81分、アーセナルのビルドアップ。ボールを持つマガリャンイスに対してサラーがプレッシング。そのプレスを回避するべくマガリャンイスは浮き玉で左SBのセドリックへパス。これが中途半端なプレートなり、A.アーノルドが簡単にパスカット。そのままサラーへパスし、サラーから中央へ。マネがトラップしたボールを後ろから走り込んできたジョタがゴールへ豪快に蹴り込んでこの日2点目のゴール。リードは3点に広がった。ボールロストの仕方はもちろん、ロスト後のプレーにチームの大きな差を感じたシーンだった。ボールロスト直後にアーセナルは足が止まり、リヴァプールは流れるように走る。チームとしての意識の違い、練度の違いは明白だった。

試合はこのまま0-3で終了。試合内容もスコア同様にリヴァプールの圧勝となった。

■ 試合結果

Arsenal 0 × 3 Liverpool

■ 得点
64分:ディオゴ・ジョタ(アシスト:A.アーノルド)
68分:サラー
82分:ディオゴ・ジョタ(アシスト:マネ)

■ 交代
45+1分:ティアニー → セドリック
58分:セバージョス → エルネニー
61分:ロバートソン → ディオゴ・ジョタ
77分:オーバメヤン → マルティネッリ
78分:フィルミーノ → ワイナルドゥム
84分:オザン・カバク → ウィリアムズ

■ 試合ハイライト

■ あとがき

リヴァプールの守備に対して何も出来なかったアーセナル。リヴァプールのインテンシティも高く、精度も高いプレッシングを上回るには、個で打開するか、それを上回るポジショニング、パス精度が重要になる。ビルドアップでチーム貢献度の高いジャカ、ダビド・ルイスをこの試合で欠いたことは痛手だったかもしれない。前線でビルドアップの出口になれるスミス=ロウ、サカの不在も痛手だったかもしれない。ただ、彼らが居たとして結果が変わっていたかというと、それだけの差ではないように感じる。

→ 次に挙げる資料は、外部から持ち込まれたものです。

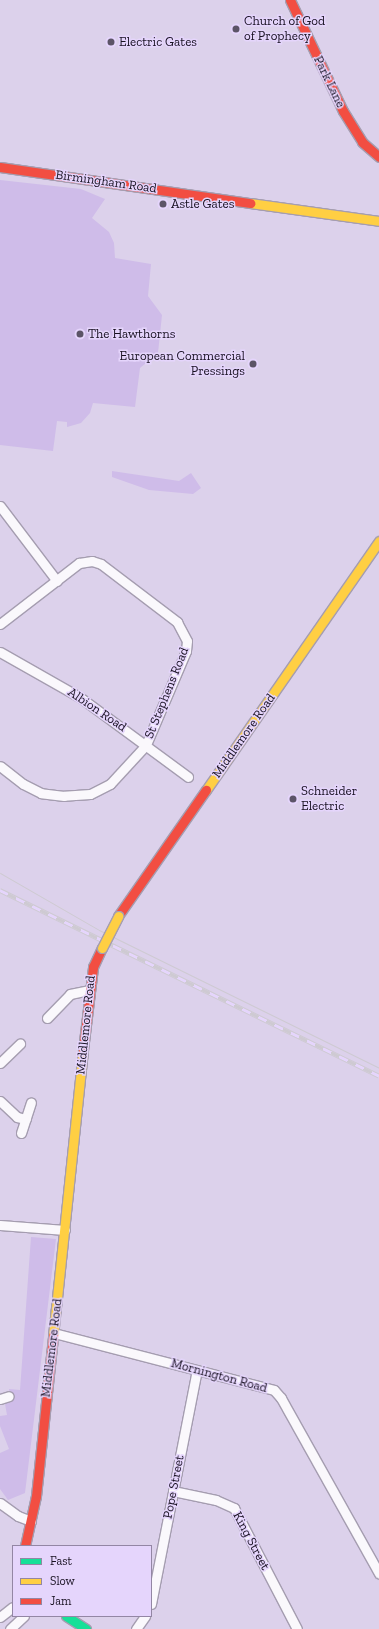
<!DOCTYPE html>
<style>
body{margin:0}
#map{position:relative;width:379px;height:1629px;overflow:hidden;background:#dcd1eb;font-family:"Zilla Slab",serif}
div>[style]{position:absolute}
.green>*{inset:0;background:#cfbce9}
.roads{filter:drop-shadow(1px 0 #a59db0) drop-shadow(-1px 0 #a59db0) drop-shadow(0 1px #a59db0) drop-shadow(0 -1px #a59db0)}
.street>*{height:9px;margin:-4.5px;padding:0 4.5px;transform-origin:4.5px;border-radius:4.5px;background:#faf8fc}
.fast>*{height:9px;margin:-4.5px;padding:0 4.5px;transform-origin:4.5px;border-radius:4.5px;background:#16e098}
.slow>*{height:9px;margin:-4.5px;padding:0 4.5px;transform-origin:4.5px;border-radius:4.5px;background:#ffcf43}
.jam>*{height:9px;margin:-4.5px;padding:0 4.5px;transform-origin:4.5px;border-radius:4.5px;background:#f24e42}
.tram>*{height:1px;margin:-0.5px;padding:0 0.5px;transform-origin:0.5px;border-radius:0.5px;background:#cecad2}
.rail>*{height:4.5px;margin-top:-2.25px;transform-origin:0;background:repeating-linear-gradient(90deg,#e5d5fc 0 9px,#cecad2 0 18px);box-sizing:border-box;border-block:1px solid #cecad2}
.bridges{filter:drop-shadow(1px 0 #a59db0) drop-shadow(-1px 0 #a59db0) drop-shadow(0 1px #a59db0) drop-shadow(0 -1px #a59db0)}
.slow-bridge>*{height:9px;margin:-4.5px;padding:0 4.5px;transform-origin:4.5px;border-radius:4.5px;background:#ffcf43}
.dots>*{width:11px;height:11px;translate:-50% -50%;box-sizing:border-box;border:2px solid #e5d5fc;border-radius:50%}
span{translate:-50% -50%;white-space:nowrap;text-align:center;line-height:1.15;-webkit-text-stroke:3px #e5d5fc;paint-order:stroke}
.poi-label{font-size:13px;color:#171020}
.left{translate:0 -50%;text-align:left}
.right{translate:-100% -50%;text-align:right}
.street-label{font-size:13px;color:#171020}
.legend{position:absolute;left:12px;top:1545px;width:140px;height:72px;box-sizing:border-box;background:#e5d5fc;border:1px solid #9386a4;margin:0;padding:5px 7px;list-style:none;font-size:12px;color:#171020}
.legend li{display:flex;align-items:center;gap:8px;height:20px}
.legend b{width:20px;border:1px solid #9386a4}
</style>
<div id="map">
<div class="green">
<i style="clip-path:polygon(0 180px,81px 189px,105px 199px,92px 218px,109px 232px,114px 243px,115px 258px,151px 264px,148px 296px,162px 315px,158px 353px,140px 368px,135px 407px,93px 403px,90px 413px,81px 423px,67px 427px,67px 422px,57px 421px,53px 451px,0 445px)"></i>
<i style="clip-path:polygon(112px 471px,179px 481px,191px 473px,201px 488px,193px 494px,149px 490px,112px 477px)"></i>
<i style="clip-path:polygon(31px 1237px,56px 1239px,25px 1493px,8px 1500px,0 1489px,0 1453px,9px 1449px,0 1426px,0 1416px,7px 1415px,5px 1404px,11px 1402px,9px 1389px,20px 1390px)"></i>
</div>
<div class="roads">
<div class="street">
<i style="left:0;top:506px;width:94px;rotate:52.8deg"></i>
<i style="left:0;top:624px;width:100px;rotate:-37.7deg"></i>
<i style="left:79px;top:563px;width:13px;rotate:-9deg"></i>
<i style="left:92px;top:561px;width:9px;rotate:18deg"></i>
<i style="left:101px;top:564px;width:96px;rotate:37.3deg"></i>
<i style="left:177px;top:622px;width:21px;rotate:62deg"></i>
<i style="left:187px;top:641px;width:10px;rotate:96deg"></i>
<i style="left:186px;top:651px;width:102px;rotate:113.1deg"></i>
<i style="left:146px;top:745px;width:53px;rotate:132.7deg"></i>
<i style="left:110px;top:784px;width:22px;rotate:153deg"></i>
<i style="left:90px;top:794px;width:26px;rotate:176deg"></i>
<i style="left:64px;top:796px;width:23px;rotate:-173deg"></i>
<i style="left:41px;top:793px;width:20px;rotate:-153deg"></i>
<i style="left:23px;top:784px;width:29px;rotate:-142deg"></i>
<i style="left:0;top:652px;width:93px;rotate:29.6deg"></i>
<i style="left:81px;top:698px;width:133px;rotate:36.4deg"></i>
<i style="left:47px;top:1018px;width:33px;rotate:-46deg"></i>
<i style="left:70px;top:994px;width:19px;rotate:-12deg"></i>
<i style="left:0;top:1063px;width:28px;rotate:-44deg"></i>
<i style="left:0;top:1101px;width:23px;rotate:43deg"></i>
<i style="left:17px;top:1117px;width:9px;rotate:13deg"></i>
<i style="left:21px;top:1133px;width:32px;rotate:-72deg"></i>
<i style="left:0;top:1225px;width:65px;rotate:4.4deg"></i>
<i style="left:54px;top:1333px;width:227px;rotate:14.5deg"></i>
<i style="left:274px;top:1390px;width:11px;rotate:49deg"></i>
<i style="left:281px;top:1398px;width:201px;rotate:60.8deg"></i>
<i style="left:0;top:1399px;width:9px;rotate:-18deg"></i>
<i style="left:173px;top:1491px;width:44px;rotate:11.8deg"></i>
<i style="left:216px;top:1500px;width:20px;rotate:24deg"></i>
<i style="left:234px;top:1508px;width:136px;rotate:62.5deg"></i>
<i style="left:0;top:1503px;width:22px;rotate:36deg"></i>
<i style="left:18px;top:1516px;width:14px;rotate:21deg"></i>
<i style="left:151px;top:1604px;width:238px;rotate:-78.9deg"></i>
<i style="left:0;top:1617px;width:16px;rotate:-38deg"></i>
<i style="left:10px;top:1629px;width:19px;rotate:-43deg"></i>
<i style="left:136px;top:1629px;width:16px;rotate:-55deg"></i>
</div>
<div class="fast">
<i style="left:66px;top:1616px;width:24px;rotate:33deg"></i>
</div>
<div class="slow">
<i style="left:250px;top:203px;width:130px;rotate:7.9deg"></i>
<i style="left:206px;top:790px;width:303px;rotate:-55.2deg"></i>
<i style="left:53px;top:1336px;width:288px;rotate:-84deg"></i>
</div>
<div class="jam">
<i style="left:290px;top:0;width:123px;rotate:64.5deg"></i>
<i style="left:343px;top:111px;width:36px;rotate:58deg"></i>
<i style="left:362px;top:142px;width:23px;rotate:41deg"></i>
<i style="left:0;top:167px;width:253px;rotate:8.2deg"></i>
<i style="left:118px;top:916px;width:154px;rotate:-55.1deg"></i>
<i style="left:83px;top:1050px;width:84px;rotate:-83.1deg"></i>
<i style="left:93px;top:967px;width:21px;rotate:-65deg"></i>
<i style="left:25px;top:1546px;width:51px;rotate:-77.6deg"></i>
<i style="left:36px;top:1496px;width:161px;rotate:-83.9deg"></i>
</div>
</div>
<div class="tram">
<i style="left:0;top:873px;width:114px;rotate:29.9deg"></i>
<i style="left:99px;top:930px;width:312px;rotate:26.2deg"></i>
</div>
<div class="rail">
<i style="left:0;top:890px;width:422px;rotate:26.1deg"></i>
</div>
<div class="bridges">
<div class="slow-bridge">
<i style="left:102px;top:948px;width:36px;rotate:-63deg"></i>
</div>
</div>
<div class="dots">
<i style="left:236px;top:29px;background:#5c5467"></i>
<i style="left:111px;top:42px;background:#5c5467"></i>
<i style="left:163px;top:204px;background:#5c5467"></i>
<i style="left:80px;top:334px;background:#5c5467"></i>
<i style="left:253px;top:364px;background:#5c5467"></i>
<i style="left:293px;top:799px;background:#5c5467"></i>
</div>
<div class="poi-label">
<span class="left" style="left:244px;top:29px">Church of God<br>of Prophecy</span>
<span class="left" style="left:119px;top:42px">Electric Gates</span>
<span class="left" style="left:171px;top:204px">Astle Gates</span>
<span class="left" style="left:88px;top:334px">The Hawthorns</span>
<span class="right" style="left:245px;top:364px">European Commercial<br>Pressings</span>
<span class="left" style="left:301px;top:799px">Schneider<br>Electric</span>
</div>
<div class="street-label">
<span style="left:329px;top:82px;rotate:64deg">Park Lane</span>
<span style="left:106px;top:182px;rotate:8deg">Birmingham Road</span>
<span style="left:167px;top:693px;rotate:-68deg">St Stephens Road</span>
<span style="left:97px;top:710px;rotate:34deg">Albion Road</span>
<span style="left:244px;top:736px;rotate:-55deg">Middlemore Road</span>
<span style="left:86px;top:1025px;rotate:-84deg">Middlemore Road</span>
<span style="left:52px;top:1348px;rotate:-83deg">Middlemore Road</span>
<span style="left:219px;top:1376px;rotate:15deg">Mornington Road</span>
<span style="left:174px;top:1487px;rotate:-79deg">Pope Street</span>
<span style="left:251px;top:1541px;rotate:62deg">King Street</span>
</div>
<ul class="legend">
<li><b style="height:5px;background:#16e098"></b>Fast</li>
<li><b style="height:5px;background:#ffcf43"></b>Slow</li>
<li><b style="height:5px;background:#f24e42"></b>Jam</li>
</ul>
</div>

この敗戦でアーセナルは10位に。4位とは勝ち点差が10。残り試合が8試合なので、可能性はかなり低くなってしまった。来シーズンのチャンピオンズリーグへの出場を勝ち取るには、ヨーロッパリーグでの優勝を勝ち取る方が可能性が高そうだ。だが、今回のような試合を続けていて優勝できるほどヨーロッパリーグも甘くはない。

シーズン終盤にきてチームとしての勢いを失いつつある今、アルテタがどのように来シーズンへの道を切り開いていくのか、注目していきたい。